◆ **SOURCE DATA**:
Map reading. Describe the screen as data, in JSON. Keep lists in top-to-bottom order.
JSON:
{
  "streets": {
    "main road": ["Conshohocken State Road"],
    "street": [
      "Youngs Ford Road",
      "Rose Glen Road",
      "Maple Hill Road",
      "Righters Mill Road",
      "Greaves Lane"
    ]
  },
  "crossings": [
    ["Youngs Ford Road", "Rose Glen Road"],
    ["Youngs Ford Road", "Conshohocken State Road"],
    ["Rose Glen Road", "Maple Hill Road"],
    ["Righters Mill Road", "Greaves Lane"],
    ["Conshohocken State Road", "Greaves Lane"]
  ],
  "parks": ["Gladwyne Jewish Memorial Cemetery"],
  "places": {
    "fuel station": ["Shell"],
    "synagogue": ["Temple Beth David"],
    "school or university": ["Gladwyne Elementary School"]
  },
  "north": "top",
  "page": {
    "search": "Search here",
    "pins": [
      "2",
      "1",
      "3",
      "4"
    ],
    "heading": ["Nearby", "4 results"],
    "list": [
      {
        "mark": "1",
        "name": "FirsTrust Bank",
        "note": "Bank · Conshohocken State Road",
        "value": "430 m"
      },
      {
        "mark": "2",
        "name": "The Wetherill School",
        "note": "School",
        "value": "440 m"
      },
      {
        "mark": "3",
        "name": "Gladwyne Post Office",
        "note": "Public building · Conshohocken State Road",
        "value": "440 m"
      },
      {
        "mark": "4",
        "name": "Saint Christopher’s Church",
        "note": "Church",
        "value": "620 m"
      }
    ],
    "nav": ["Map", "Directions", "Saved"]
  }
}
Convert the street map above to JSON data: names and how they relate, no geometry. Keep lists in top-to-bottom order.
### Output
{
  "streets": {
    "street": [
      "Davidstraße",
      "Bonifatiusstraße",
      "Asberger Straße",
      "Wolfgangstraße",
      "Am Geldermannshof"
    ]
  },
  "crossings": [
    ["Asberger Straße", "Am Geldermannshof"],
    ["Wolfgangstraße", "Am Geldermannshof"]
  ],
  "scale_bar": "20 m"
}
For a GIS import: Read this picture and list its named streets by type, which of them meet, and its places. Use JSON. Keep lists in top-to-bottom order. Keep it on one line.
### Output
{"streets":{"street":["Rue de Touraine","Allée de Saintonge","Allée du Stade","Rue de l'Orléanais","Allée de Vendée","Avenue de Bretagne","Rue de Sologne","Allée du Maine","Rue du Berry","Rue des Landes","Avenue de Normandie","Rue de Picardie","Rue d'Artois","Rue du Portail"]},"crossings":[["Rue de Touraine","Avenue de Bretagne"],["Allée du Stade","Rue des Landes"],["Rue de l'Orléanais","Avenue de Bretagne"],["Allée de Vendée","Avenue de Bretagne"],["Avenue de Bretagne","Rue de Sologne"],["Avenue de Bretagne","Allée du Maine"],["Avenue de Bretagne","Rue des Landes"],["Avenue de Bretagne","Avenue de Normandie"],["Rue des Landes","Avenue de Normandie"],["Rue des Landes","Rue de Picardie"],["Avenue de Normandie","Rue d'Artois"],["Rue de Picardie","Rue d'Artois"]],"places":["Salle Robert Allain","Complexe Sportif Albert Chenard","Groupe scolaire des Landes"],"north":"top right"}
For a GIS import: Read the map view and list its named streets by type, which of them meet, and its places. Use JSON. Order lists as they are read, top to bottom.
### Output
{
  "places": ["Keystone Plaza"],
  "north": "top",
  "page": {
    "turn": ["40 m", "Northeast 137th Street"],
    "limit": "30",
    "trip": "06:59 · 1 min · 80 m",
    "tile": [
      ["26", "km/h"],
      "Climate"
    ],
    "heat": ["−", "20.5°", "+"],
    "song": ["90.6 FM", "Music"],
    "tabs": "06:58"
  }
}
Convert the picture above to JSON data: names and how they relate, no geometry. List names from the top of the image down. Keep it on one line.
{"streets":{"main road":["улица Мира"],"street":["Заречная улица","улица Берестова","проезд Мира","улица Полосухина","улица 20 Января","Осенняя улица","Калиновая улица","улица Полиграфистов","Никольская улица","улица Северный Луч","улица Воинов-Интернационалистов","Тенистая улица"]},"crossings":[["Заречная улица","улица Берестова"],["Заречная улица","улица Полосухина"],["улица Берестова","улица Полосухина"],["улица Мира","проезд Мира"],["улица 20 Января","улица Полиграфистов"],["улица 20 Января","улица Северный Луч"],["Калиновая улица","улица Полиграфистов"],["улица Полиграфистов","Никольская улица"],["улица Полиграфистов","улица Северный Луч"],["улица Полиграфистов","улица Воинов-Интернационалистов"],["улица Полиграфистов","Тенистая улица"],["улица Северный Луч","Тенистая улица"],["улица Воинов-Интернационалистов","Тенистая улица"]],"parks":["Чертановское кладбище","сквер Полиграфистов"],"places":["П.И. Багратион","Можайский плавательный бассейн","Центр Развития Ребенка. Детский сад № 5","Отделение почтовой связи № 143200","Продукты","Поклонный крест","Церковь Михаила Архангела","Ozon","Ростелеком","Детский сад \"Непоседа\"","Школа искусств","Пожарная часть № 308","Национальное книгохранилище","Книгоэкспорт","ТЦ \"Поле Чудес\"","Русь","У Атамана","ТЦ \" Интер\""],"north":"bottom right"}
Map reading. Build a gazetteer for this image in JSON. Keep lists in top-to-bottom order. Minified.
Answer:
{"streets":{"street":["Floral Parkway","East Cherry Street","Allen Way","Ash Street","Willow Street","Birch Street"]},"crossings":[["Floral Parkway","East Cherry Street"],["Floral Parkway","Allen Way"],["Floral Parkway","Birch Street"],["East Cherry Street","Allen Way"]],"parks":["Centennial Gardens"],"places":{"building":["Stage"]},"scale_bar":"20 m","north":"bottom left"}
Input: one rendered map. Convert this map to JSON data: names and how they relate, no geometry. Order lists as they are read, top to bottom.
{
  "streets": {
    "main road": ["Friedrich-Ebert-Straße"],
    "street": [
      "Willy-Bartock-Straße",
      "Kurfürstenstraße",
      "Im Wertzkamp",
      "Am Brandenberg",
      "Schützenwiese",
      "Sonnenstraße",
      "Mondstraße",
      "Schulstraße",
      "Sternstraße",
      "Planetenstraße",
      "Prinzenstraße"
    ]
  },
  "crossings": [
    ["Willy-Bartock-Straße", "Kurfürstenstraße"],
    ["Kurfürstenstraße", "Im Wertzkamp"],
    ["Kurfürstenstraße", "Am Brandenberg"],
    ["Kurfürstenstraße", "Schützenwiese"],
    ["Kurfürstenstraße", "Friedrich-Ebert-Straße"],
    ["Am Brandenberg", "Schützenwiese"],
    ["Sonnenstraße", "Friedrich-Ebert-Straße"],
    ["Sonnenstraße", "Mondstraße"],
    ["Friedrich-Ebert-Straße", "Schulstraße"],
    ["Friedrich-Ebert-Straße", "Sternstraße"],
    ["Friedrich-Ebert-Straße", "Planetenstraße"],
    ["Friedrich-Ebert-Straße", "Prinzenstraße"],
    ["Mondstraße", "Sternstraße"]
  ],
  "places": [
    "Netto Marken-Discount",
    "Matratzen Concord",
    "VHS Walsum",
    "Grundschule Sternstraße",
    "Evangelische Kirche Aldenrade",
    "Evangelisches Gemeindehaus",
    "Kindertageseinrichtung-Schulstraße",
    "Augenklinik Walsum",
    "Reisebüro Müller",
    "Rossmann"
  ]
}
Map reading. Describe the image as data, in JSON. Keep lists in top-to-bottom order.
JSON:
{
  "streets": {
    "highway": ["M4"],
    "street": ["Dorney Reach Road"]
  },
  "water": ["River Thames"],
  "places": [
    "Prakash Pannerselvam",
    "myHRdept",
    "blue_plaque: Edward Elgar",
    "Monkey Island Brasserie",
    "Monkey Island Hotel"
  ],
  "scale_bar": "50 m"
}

◆ **WORK INSTRUCTION**:
Work out how many lines in the records contain the word "reading", and give that number by itself.

◆ **ANSWER TO THIS TASK**:
3